Intravenous immunoglobulin prevents thrombosis in an endothelialized disease model of heparin-induced thrombocytopenia

Abstract

Background

Heparin-induced thrombocytopenia (HIT) is a serious adverse reaction to heparin, associated with increased risk of thromboembolic complications. Intravenous immunoglobulins (IVIGs) have been used as a therapeutic for HIT and are believed to alleviate thrombocytopenia and reduce thrombosis risk. Yet the antithrombotic effects of IVIG in HIT remain underexplored.

Objective

To investigate the effect of IVIG on thrombus formation in an ex vivo model of HIT–IgG-induced thrombosis.

Methods

Microfluidic channels were coated with a confluent monolayer of human umbilical vein endothelial cells that were primed with TNF-α to induce an activated, inflammatory state. Whole blood was exposed to unfractionated heparin, with or without IVIG before subjecting to treatment with a monoclonal HIT-like antibody (K070), or HIT-patient–IgG. Recalcified blood was perfused over human umbilical vein endothelial cells at venous shear stress.

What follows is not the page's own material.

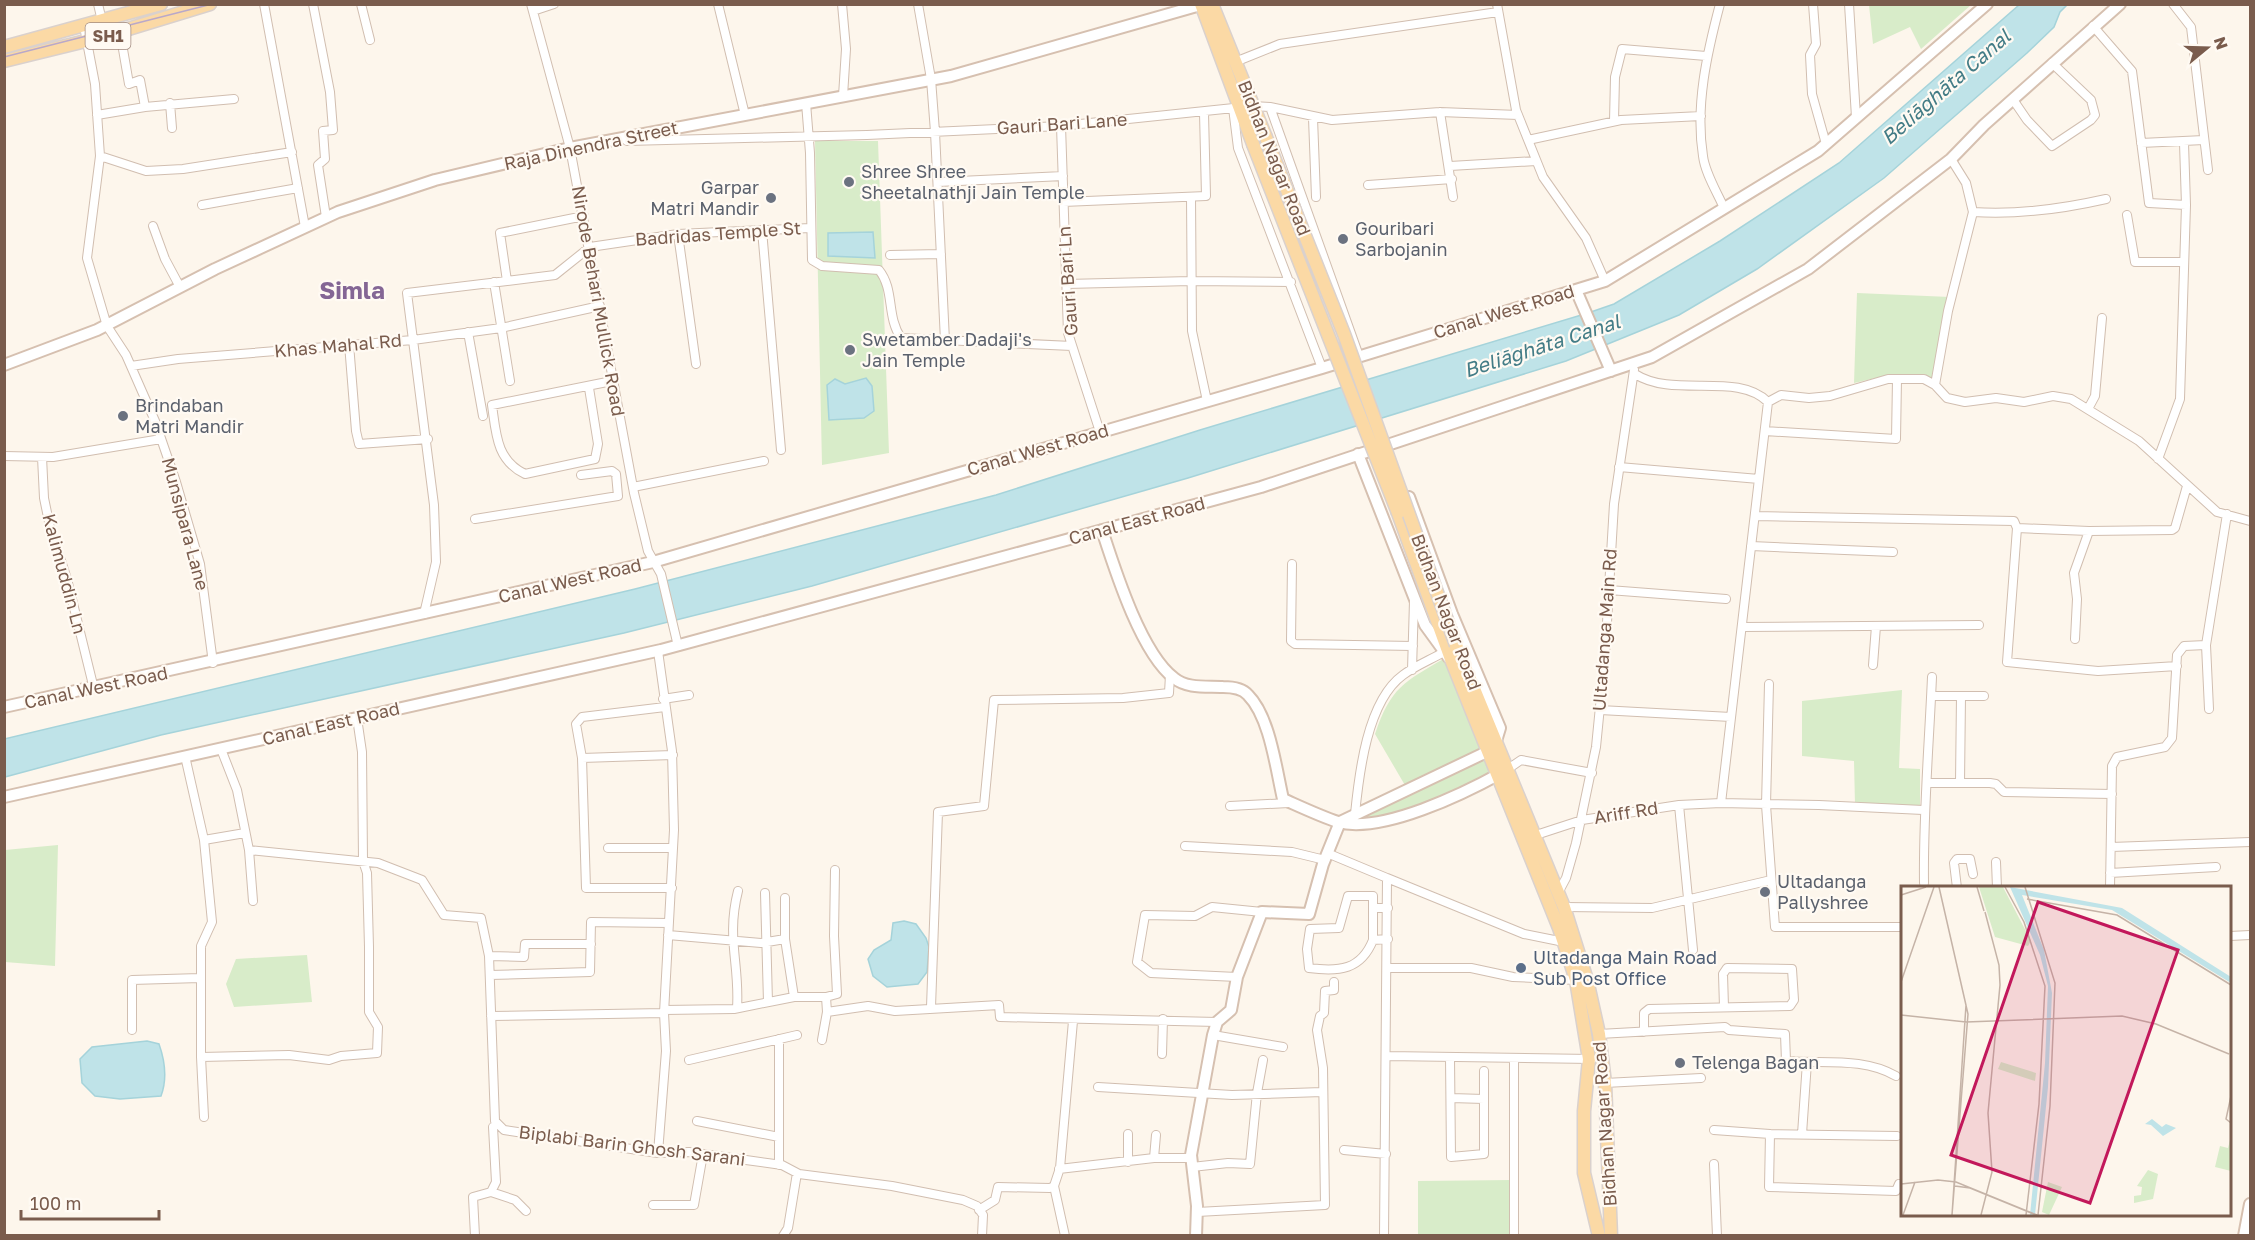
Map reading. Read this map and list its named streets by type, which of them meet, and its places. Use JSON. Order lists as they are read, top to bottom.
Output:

Thrombus structure and dynamics were investigated by immunofluorescence microscopy.

Results

HIT-patient–IgGs and K070 induced thrombus formation in the presence of prophylactic heparin exposure, over TNF-α treated, inflamed endothelial cells. HIT thrombi were enriched in fibrin, phosphatidylserine-bearing platelets, and leukocyte aggregates. We observed thrombi being formed on adherent platelets, which gradually recruited leukocytes into a three-dimensional thrombus structure. Pretreatment of blood with IVIG significantly reduced cellular adhesions and prevented thrombus formation.

Conclusion

Our endothelialized ex vivo flow chamber system effectively recapitulates the immunothrombotic phenotype of HIT and offers a reliable tool to urgently validate the efficacy of IVIG intervention against HIT–IgG-induced thrombosis in patients.